El cementerio de Puerta de los Alfareros (Bab-Al Fajjarín) fue uno de los más importantes de la historia de Granada. Corresponde al arrabal por el que continuó la expansión urbana de la medina de Granada -que aún no era la capital de Al-Ándalus-. En aquella época, el Realejo eran huertas e importantes hornos de cerámica (laac.es).

El cementerio, que se empezó a emplear como tal en el siglo XII, ocupa -o ocupaba- casi todo el terreno de lo que hoy es el Campo del Príncipe, y se siguió ampliando en sus alrededores (donde se encuentran estas tumbas) y hacia la ladera del hotel Alhambra Palace.

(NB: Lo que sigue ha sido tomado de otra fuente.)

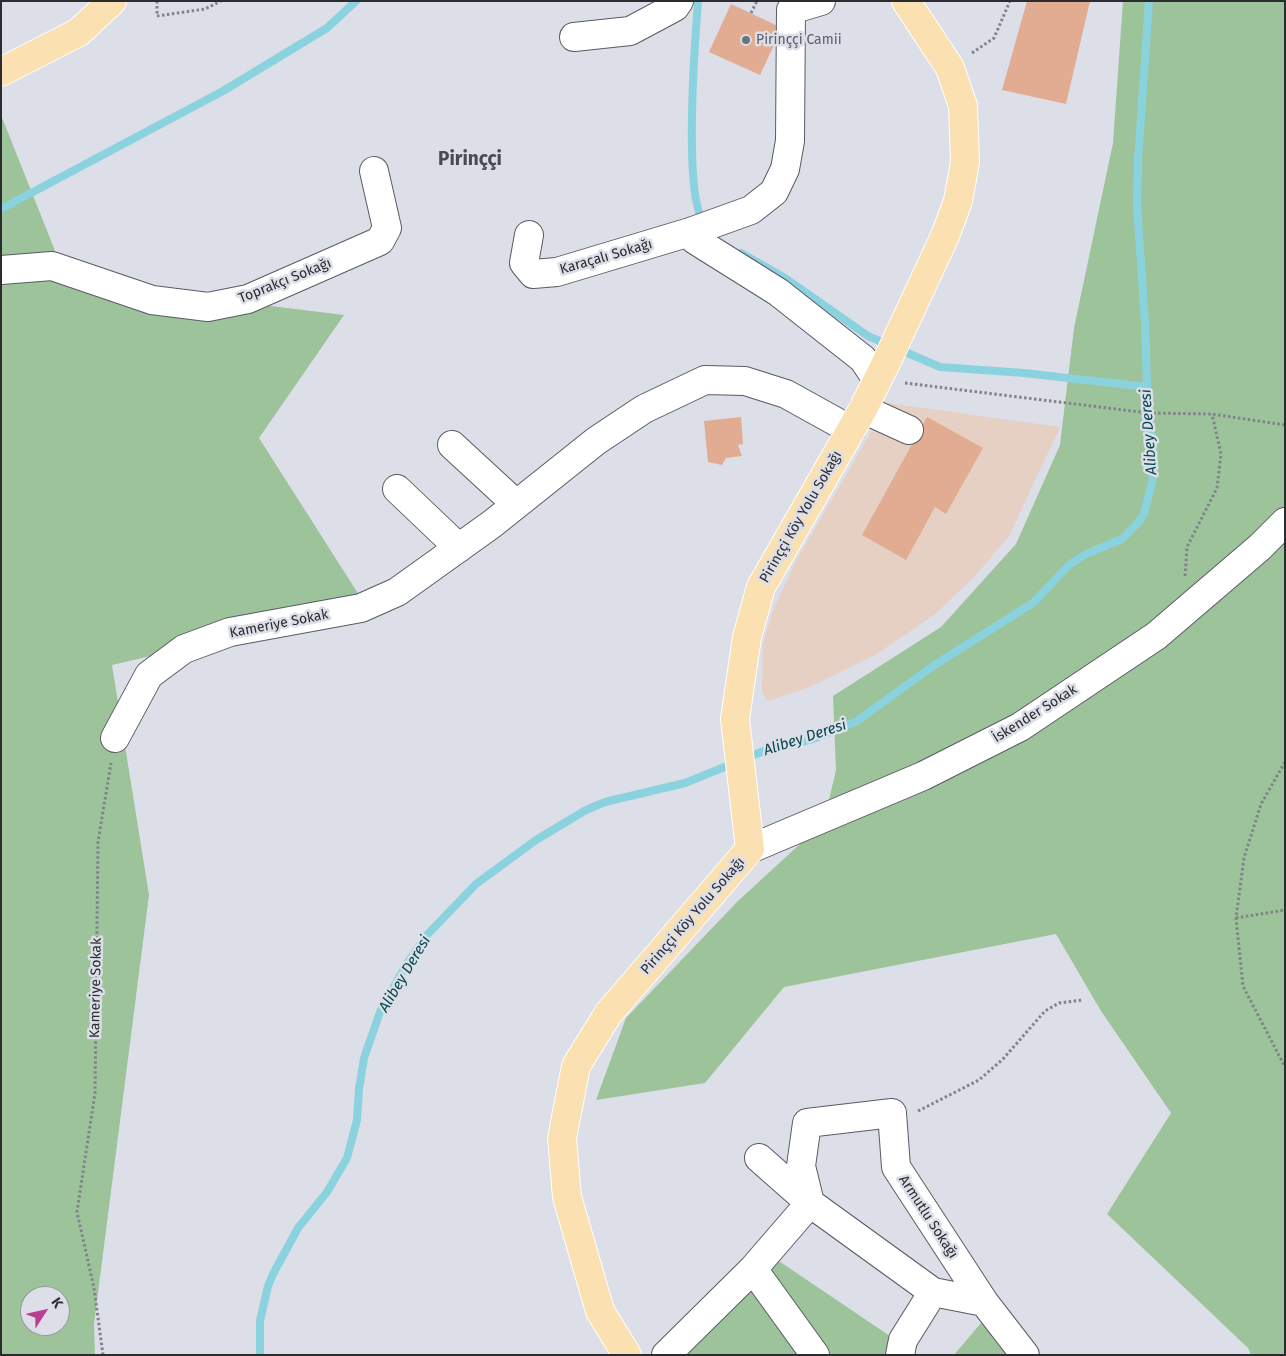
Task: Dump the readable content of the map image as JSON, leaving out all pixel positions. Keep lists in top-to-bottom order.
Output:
{
  "streets": {
    "main road": ["Pirinççi Köy Yolu Sokağı"],
    "street": [
      "Karaçalı Sokağı",
      "Toprakçı Sokağı",
      "Kameriye Sokak",
      "İskender Sokak",
      "Armutlu Sokağı"
    ]
  },
  "crossings": [
    ["Pirinççi Köy Yolu Sokağı", "Kameriye Sokak"],
    ["Pirinççi Köy Yolu Sokağı", "İskender Sokak"]
  ],
  "districts": ["Pirinççi"],
  "water": ["Alibey Deresi"],
  "places": ["Pirinççi Camii"],
  "north": "top right"
}
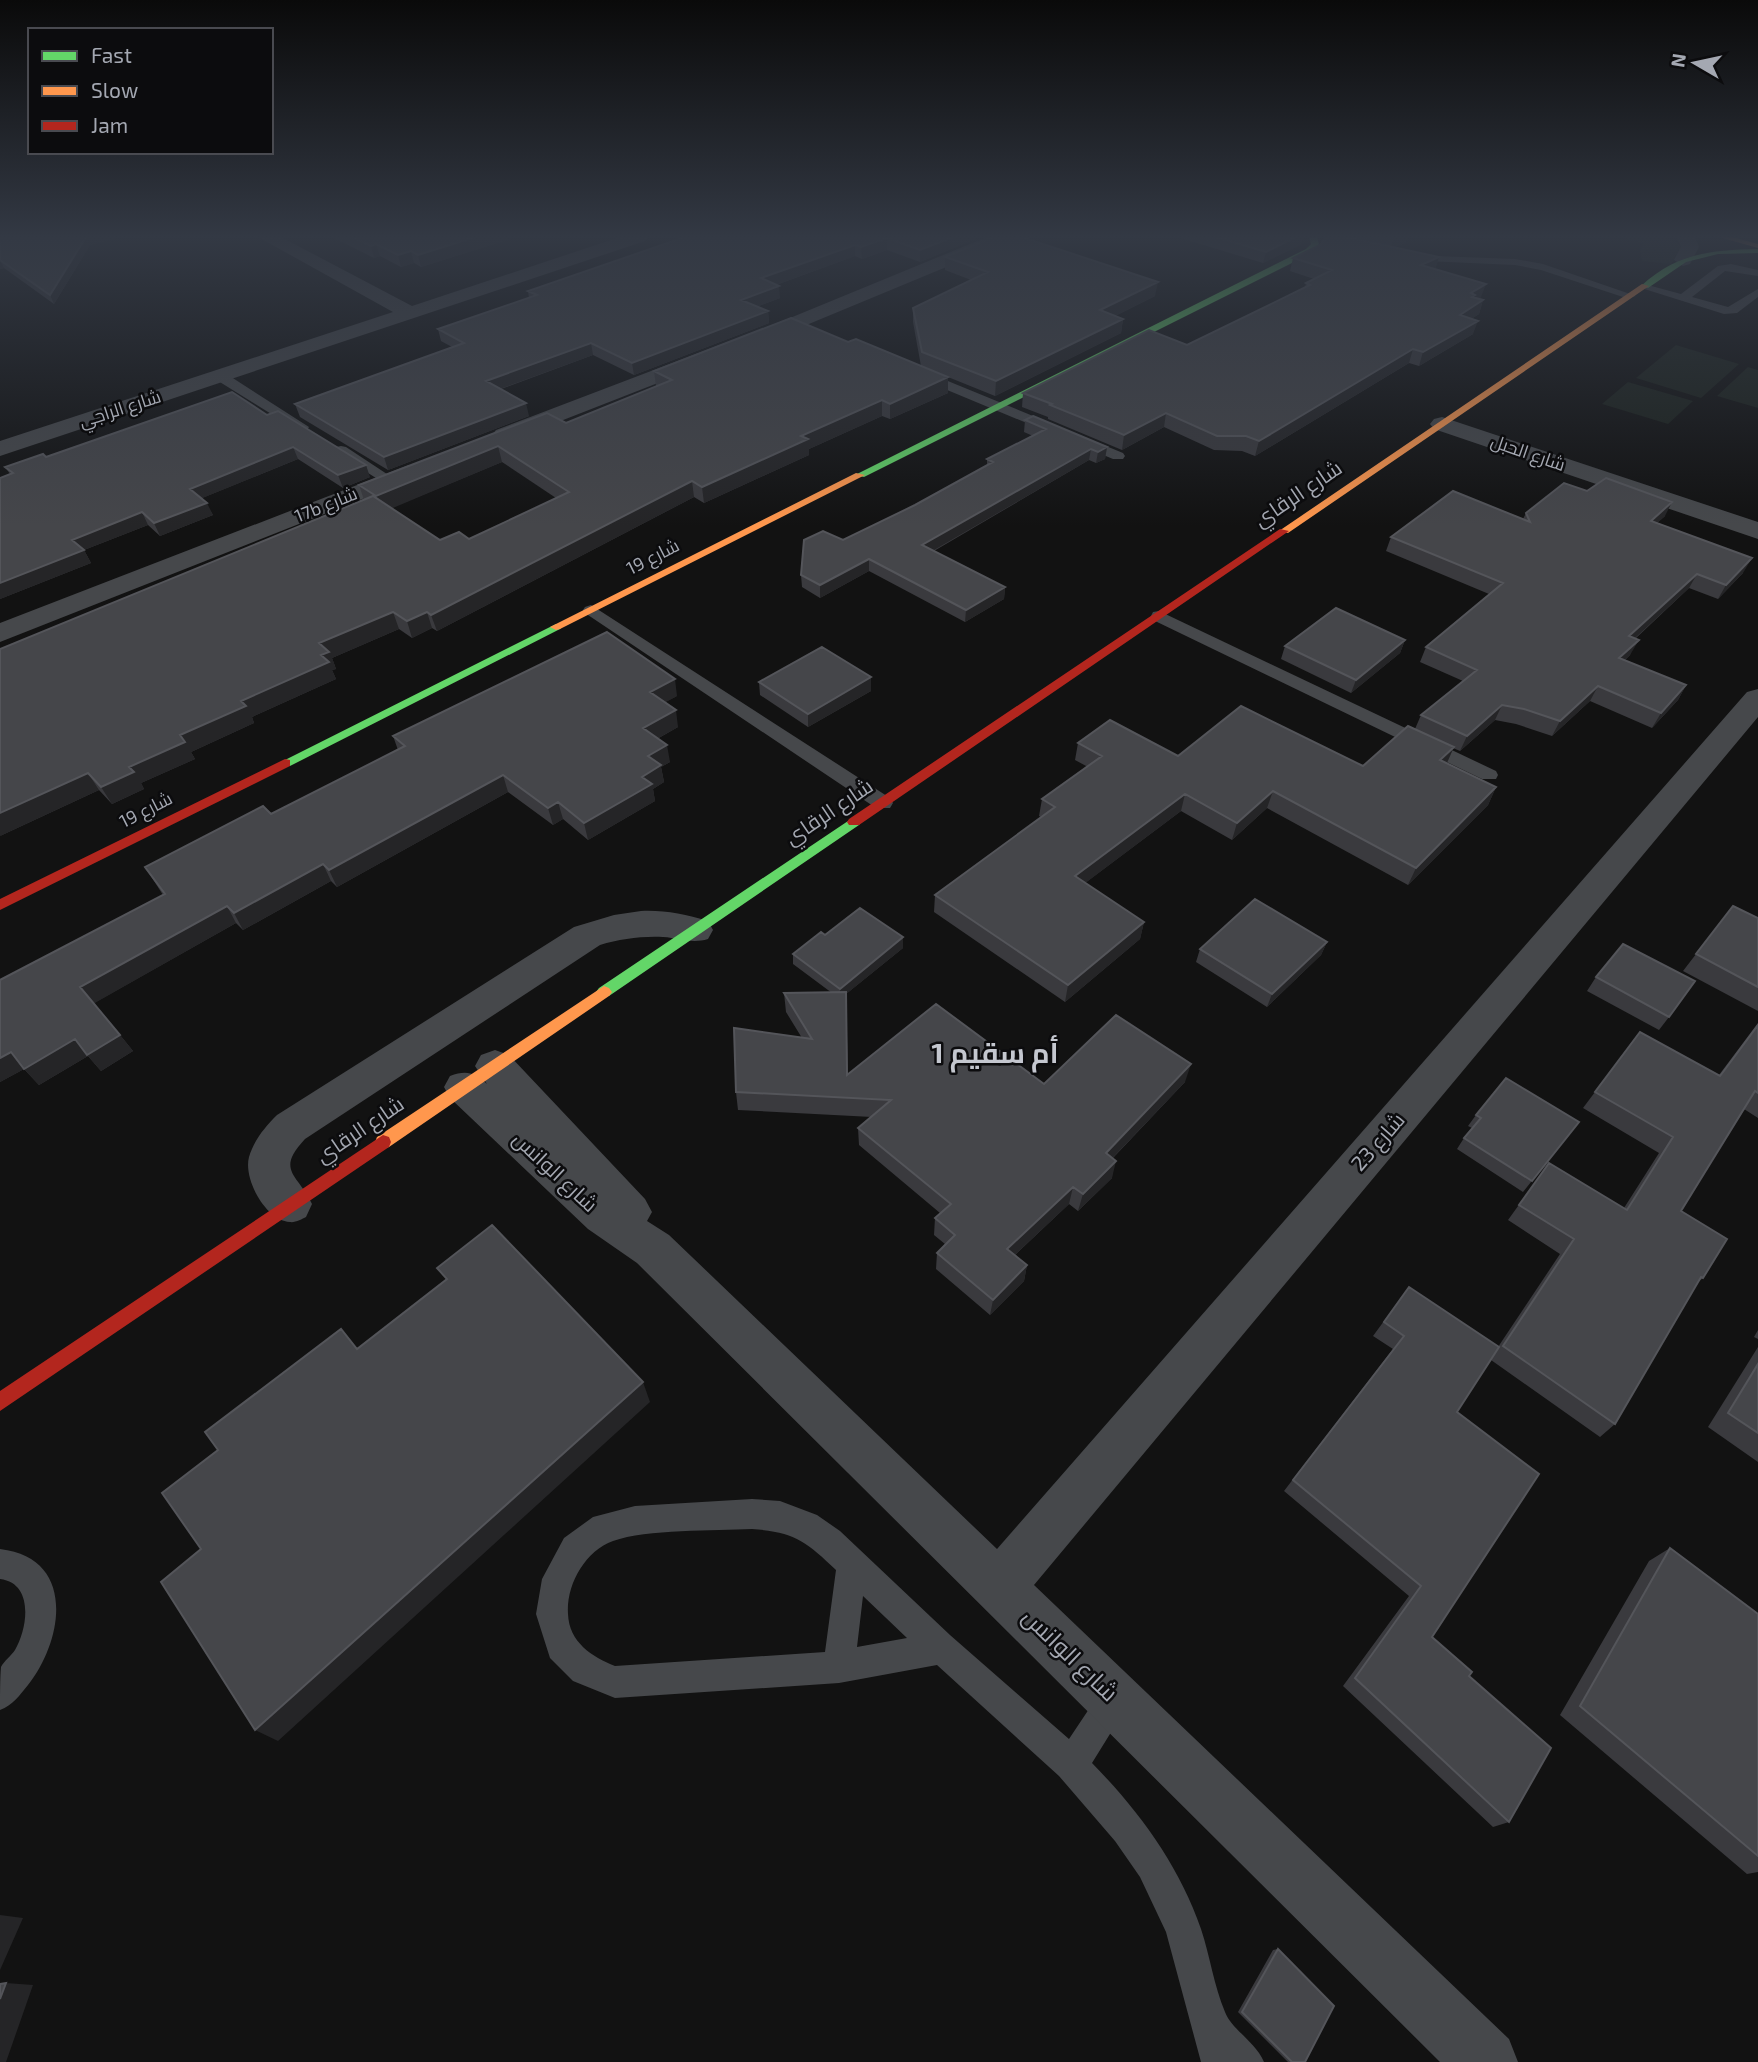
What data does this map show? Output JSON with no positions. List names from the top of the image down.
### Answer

Toda esta necrópolis cayó en desuso y fue soterrada al final de la época nazarí, cuando el arrabal volvió a repoblarse (Legado Nazarí).

tumbas en el Realejo, calle Molinos

Otra perspectiva de las excavaciones. Foto: Juan Luis Tapia

Entre los vecinos de esta calle ya empezaban a sonar comentarios sobre los posibles hallazgos que podría provocar esta obra, sabiendo como es de conocimiento general que esta zona estuvo llena de enterramientos. También se habló de restos de un molino. Hasta donde se ha llegado, hay parte del misterio resuelto.